On retrouve bien là certains critères énoncés par Isabelle Jan (voir chapitres précédents), et considérés par elle comme des marqueurs significatifs de « littérature ». Mais il me semble que se dessine à travers ces propos d’auteurs comme en creux une silhouette obsédante à leurs yeux : celle du jeune lecteur. Même quand ils se défendent de « penser trop souvent » à lui, quand ils revendiquent le fait de « s’adresser directement à lui sans autre intermédiaire », ils nous indiquent par là qu’ils accordent à leurs lecteurs une place particulière qui diffère de celle que peut avoir le lecteur pour un auteur qui s’adresse à son semblable.
Ce que je veux dire surtout par là, (je parle ici du roman dit "de jeunesse", l'album est un sujet à part sur ce point) c'est que même s'il prétend s'en garder, l'auteur qui écrit POUR la jeunesse ne peut faire l'économie de penser à celui pour qui il écrit quand il écrit. Prétendre le contraire me semble suspect parce qu'il y a au moins un moment où ce auteur se doit d'y penser: lorsqu'il envoie justement son manusctit à un éditeur spécialié jeunesse! Si ce n'était pas le cas... cela reviendrait à dire qu'il n'existe tout bonnement pas d'édition jeunesse : que tous les auteurs sont publiés chez des éditeurs de "littérature générale"... et que c'est dans leurs catalogues que les jeunes lecteurs trouvent leurs bonheurs de lecture. Une situation qui n'est d'ailleurs pas impossible, mon roman On ne meurt pas, on est tué, a connu un pareil destin (j'y reviendrai plus longuement), publié d'abord chez Denoël, puis "adopté et primé" par dejeunes lecteurs ce qui lui a valu de passer en poche chez Scripto-Gallimard Jeunesse. Mais c'est une éventualité assezrare, et, je le crains, plus encore aujourd"hui que par le passé.

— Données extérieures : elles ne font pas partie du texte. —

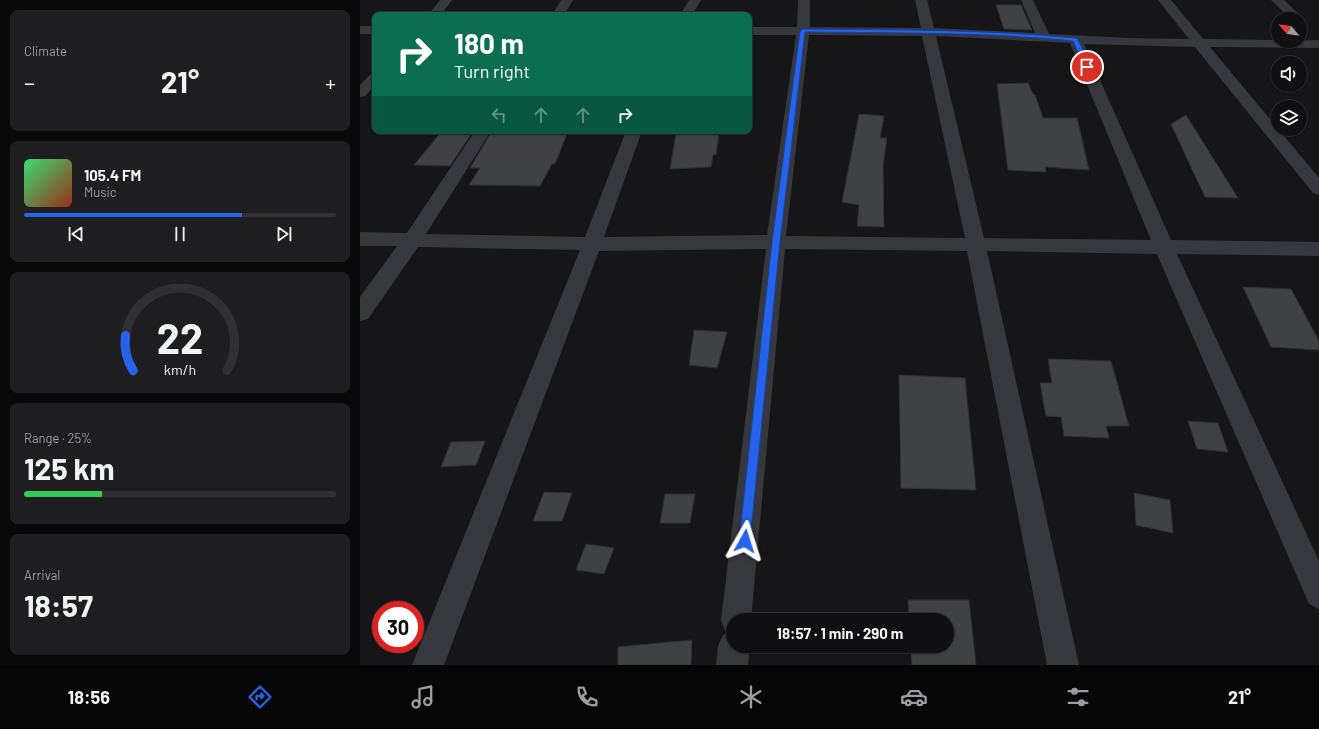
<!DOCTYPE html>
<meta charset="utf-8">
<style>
:root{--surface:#101012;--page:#1e1e20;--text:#f1f3f6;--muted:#9c9d9f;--line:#303032;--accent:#2563eb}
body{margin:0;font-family:Barlow,sans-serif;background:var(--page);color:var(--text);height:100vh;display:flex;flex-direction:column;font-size:15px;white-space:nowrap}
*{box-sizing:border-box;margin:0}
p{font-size:13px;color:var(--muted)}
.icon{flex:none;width:22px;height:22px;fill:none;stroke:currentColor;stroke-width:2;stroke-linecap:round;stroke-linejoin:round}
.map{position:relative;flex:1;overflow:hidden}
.drawer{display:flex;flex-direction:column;gap:10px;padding:10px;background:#09090a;width:360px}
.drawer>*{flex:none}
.top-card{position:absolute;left:12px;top:12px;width:380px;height:122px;border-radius:8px;box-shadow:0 1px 3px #0004,0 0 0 1px var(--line);background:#0b6e4f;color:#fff;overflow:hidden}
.needle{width:26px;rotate:299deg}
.tools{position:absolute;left:911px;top:12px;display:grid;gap:8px}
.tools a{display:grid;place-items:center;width:36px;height:36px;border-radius:50%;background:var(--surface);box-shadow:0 1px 3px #0004,0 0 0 1px var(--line);font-size:20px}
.speed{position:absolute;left:12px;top:601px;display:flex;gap:8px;font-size:20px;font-weight:700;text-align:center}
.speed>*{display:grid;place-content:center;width:52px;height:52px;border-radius:50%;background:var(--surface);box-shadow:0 1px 3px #0004,0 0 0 1px var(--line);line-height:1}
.speed .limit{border:6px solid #d22;background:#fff;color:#111}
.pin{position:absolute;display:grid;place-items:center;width:34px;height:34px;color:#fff;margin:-17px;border:2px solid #fff;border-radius:50%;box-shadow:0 1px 4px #0007}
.me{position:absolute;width:44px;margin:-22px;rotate:6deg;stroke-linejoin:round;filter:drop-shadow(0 0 3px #0008)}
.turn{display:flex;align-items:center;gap:14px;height:84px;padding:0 16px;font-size:18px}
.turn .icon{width:52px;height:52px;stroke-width:2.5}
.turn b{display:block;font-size:28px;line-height:34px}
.lanes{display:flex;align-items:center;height:38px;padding:0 16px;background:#0003;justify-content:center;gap:20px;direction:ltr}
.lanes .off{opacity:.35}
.big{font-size:30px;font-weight:700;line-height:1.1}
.drawer .widget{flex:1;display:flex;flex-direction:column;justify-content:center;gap:6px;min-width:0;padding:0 14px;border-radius:8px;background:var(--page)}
.drawer .dial{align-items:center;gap:0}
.dial svg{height:104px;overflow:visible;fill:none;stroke:var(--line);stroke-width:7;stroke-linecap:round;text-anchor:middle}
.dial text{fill:var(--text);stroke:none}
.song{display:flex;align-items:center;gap:12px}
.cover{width:48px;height:48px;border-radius:6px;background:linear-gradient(135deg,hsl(140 70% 55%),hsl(10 70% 35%))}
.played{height:4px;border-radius:2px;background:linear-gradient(90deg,var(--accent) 70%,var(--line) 70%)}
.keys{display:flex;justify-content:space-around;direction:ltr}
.heat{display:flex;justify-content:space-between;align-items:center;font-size:22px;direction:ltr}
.charge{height:6px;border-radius:3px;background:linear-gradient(90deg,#34c759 25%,var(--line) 0)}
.trip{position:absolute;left:366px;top:613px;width:228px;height:40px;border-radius:20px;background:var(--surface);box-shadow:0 1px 3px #0004,0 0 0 1px var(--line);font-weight:700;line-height:40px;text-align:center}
.tabs{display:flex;height:64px;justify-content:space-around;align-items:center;background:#060607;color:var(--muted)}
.tabs .icon{width:28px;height:28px}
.tabs .selected{color:var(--accent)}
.tabs b{font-size:18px;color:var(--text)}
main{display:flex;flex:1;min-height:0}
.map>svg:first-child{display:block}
.building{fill:#404145;stroke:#303034}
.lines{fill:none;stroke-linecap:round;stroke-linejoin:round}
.street{fill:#37383d;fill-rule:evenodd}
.route{fill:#2563eb;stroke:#184099}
</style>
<main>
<section class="drawer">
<div class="widget"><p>Climate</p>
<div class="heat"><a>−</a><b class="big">21°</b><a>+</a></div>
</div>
<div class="widget">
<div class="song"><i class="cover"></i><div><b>105.4 FM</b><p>Music</p></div></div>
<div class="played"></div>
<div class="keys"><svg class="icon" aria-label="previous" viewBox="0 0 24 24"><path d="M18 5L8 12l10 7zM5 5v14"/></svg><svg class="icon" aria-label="pause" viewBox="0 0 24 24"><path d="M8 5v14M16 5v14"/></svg><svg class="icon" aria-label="next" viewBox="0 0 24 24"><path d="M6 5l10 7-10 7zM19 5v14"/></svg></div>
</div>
<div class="widget dial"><svg viewBox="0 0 100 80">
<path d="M14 69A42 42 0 1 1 86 69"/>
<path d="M14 69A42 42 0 0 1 8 42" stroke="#2563eb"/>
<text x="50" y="56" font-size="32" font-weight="700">22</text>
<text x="50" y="72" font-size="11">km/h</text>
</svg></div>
<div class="widget"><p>Range · 25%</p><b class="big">125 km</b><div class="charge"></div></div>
<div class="widget"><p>Arrival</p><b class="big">18:57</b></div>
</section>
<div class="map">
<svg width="959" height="665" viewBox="0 0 959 665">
<rect width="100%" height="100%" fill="#161618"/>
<!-- building -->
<path class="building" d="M 636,5 L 661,5 L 672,30 L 644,29 Z
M 668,83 L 673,94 L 675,95 L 683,118 L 717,118 L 729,170 L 685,167 L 686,172 L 648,170 L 637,84 Z
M 499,114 L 524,116 L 520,138 L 527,138 L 523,165 L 524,227 L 497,226 L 499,205 L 482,202 Z
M 826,115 L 878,198 L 845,197 L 811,124 Z
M 82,131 L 113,131 L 90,166 L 54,165 Z
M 132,131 L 208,131 L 195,164 L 192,164 L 180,186 L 109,185 L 120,168 L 110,168 Z
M 324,131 L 359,131 L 356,155 L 353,155 L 351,167 L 310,169 L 316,134 L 323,133 Z
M 883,287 L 931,289 L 959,341 L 959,350 L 911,347 Z
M 334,330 L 367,332 L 357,368 L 329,365 Z
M 688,359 L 751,361 L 769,426 L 746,426 L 749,438 L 704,436 L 701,417 L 686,416 L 680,383 L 692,383 Z
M 539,375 L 605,378 L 616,490 L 541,488 Z
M 828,421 L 858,423 L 868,452 L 837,449 Z
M 125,441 L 116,465 L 81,467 L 91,442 Z
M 184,492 L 212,493 L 202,521 L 173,521 Z
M 774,493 L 810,500 L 813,533 L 776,525 Z
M 305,494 L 335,494 L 330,523 L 300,523 Z
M 226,544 L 254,548 L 244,574 L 216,570 Z
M 548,600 L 609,600 L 616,665 L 552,665 L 551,646 L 587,646 L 587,620 L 549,620 Z
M 332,640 L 331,665 L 258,665 L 258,647 Z"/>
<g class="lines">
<!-- street -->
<path class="street" d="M 80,0 L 92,0 L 81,15 L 68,15 Z
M 201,0 L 213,0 L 204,15 L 192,15 Z
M 329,0 L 341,0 L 332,15 L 320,15 Z
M 438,0 L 450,0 L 450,27 L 561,28 L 555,0 L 567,0 L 574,28 L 675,33 L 661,0 L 673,0 L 689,34 L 770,38 L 829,39 L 798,0 L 811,0 L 843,39 L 918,40 L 918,41 L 959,40 L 959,48 L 850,47 L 959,178 L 959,195 L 953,193 L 835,47 L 724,44 L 811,240 L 959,242 L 959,256 L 817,254 L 959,561 L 959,609 L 949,604 L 797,254 L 627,251 L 719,665 L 687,665 L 607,251 L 425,249 L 391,620 L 373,620 L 373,646 L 390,646 L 388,665 L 356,665 L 358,646 L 363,635 L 369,632 L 365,631 L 361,620 L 406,249 L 239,251 L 84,665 L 52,665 L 220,250 L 58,247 L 8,319 L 0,321 L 0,297 L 37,246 L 0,246 L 0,232 L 47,233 L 115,131 L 131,131 L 66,234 L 225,237 L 266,131 L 282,131 L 244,237 L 407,235 L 436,35 L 389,35 L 389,27 L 437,27 ZM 449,35 L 562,36 L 605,238 L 426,236 ZM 576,36 L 710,43 L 791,240 L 624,238 Z
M 911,0 L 924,0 L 944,19 L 940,22 L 940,19 L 931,19 Z
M 0,26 L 15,26 L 15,34 L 0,34 Z
M 15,74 L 15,86 L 5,96 L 0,97 L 0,85 L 10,75 Z"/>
</g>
<!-- route -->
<path class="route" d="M 443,29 C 533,30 625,29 715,38 L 718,39 L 730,67 L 727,69 L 724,67 L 713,41 C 624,32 534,33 445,32 L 420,242 L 390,541 L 389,545 L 385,547 L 380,545 L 379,541 L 412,242 L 440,31 Z"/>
</svg>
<div class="tools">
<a><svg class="needle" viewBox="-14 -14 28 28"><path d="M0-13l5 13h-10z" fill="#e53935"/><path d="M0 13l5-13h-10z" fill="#9c9d9f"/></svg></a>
<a><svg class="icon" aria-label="sound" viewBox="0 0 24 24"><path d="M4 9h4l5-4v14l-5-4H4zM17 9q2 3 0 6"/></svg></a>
<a><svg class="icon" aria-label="layers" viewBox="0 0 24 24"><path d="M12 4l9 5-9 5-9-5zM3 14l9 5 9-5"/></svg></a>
</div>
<div class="speed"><div class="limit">30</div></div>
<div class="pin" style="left:727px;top:67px;background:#d93025"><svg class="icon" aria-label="arrive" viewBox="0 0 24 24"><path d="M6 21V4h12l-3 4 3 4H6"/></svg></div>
<svg class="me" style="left:385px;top:541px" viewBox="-20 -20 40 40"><path d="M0-17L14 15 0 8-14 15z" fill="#2563eb" stroke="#fff" stroke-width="4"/></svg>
<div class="trip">18:57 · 1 min · 290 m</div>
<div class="top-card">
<div class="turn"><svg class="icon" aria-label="right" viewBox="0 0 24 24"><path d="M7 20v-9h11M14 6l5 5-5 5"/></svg><div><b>180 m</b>Turn right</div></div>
<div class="lanes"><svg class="icon off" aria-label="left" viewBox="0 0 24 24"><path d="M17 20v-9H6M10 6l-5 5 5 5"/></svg><svg class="icon off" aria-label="ahead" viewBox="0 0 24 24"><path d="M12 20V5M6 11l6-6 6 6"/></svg><svg class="icon off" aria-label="ahead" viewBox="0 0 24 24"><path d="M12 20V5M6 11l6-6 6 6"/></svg><svg class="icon" aria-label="right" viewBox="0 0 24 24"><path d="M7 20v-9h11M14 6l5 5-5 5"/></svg></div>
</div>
</div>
</main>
<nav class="tabs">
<b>18:56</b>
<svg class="icon selected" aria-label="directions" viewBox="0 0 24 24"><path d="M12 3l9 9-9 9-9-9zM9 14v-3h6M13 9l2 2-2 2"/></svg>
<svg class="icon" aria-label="music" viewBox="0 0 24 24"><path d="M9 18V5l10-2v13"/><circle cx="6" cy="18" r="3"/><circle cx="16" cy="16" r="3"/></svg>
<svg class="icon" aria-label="phone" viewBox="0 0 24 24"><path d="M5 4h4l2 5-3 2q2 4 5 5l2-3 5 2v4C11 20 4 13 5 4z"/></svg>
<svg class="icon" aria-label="climate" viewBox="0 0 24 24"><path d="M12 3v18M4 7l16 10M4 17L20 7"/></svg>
<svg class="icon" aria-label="car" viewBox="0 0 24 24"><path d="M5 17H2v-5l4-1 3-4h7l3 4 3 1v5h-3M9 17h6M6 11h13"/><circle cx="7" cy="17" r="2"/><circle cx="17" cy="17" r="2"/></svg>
<svg class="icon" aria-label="filters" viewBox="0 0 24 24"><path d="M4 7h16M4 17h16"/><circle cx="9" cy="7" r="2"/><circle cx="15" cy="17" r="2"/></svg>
<b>21°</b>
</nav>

 "Destiner son roman à un éditeur jeunesse", on me rétorquera que cela ne risque pas d’influer sur l’écriture, sur la vraie création littéraire, puisque ce choix  n'intervient qu'une fois l’œuvre achevée. Je l’ai longtemps cru, à tort. Pour deux raisons, la première est que cela ne se passe pas si souvent ainsi : en édition jeunesse, un auteur répond souvent à des commandes, à des collection ciblées, à des rencontres avec un éditeur qui lui propose de s'aventurer sur une piste ou une autre, le tout bien entendu pour des tranches d’âge plus ou moins clairement définies. Exit donc le « je ne pense pas à mon lecteur ». La seconde raison, c’est que même en dehors de toutes demande éditoriale, on sait bien qu’on a peu de chance de voir son texte publié s’il échappe à quelques règles de base dans ce domaine. La première, la plus prégnante, est celle de l’identification à travers l’âge du personnage. J’ai un manuscrit dont le héros et narrateur est un homme très âgé. Je n’ai pas trouvé preneur… Dans la note du comité de lecture d’une très grande maison ayant un département jeunesse incontournable, note au demeurant enthousiaste sur le texte et que m’a amicalement fait parvenir un des éditeurs de la dite maison, on s’interroge : à qui donc pourrait être destiné ce texte ? La réponse n’a pas dû paraître évidente… d’où un refus sans appel.

Autant bien se l'enfoncer dans la tête: le jeune lecteur n’est pas, ne sera jamais, un lecteur comme les autres. Il existe un fossé réel entre lui et l’auteur, celui qui sépare l'enfant ou l’adolescent de l’adulte. Je reviendrai sur ce lecteur pas comme les autres. Or, c’est ce fossé que je viens d'évoquer que, me semble-t-il, s’évertue à masquer un certain type de livres qui encombrent le plus souvent les librairies aujourd'hui. Pour quelle raison ? Parce qu’il s’agit désormais d’adapter le « produit » à son « consommateur ». On est loin de la littérature me direz vous… oui, mais sûrement pas d’une certaine conception de la « littérature pour la jeunesse » qu'a un nombre non négligeable d'éditeurs.

Je me propose de revenir là-dessus bientôt, car c’est bien à cet endroit qu’on cherche le plus à faire passer aux yeux de toute une génération de sacrées vessies pour des lanternes !

 

En attendant, il n'est pas interdit de réagir dans les commentaires!



[1] On pourra (si l’on veut !) lire mon essai : La littérature de voyage pour la jeunesse ou les enfants de Xénomane, éditions Thierry Magnier, 2009. Un chapitre entier est consacré à ce sujet.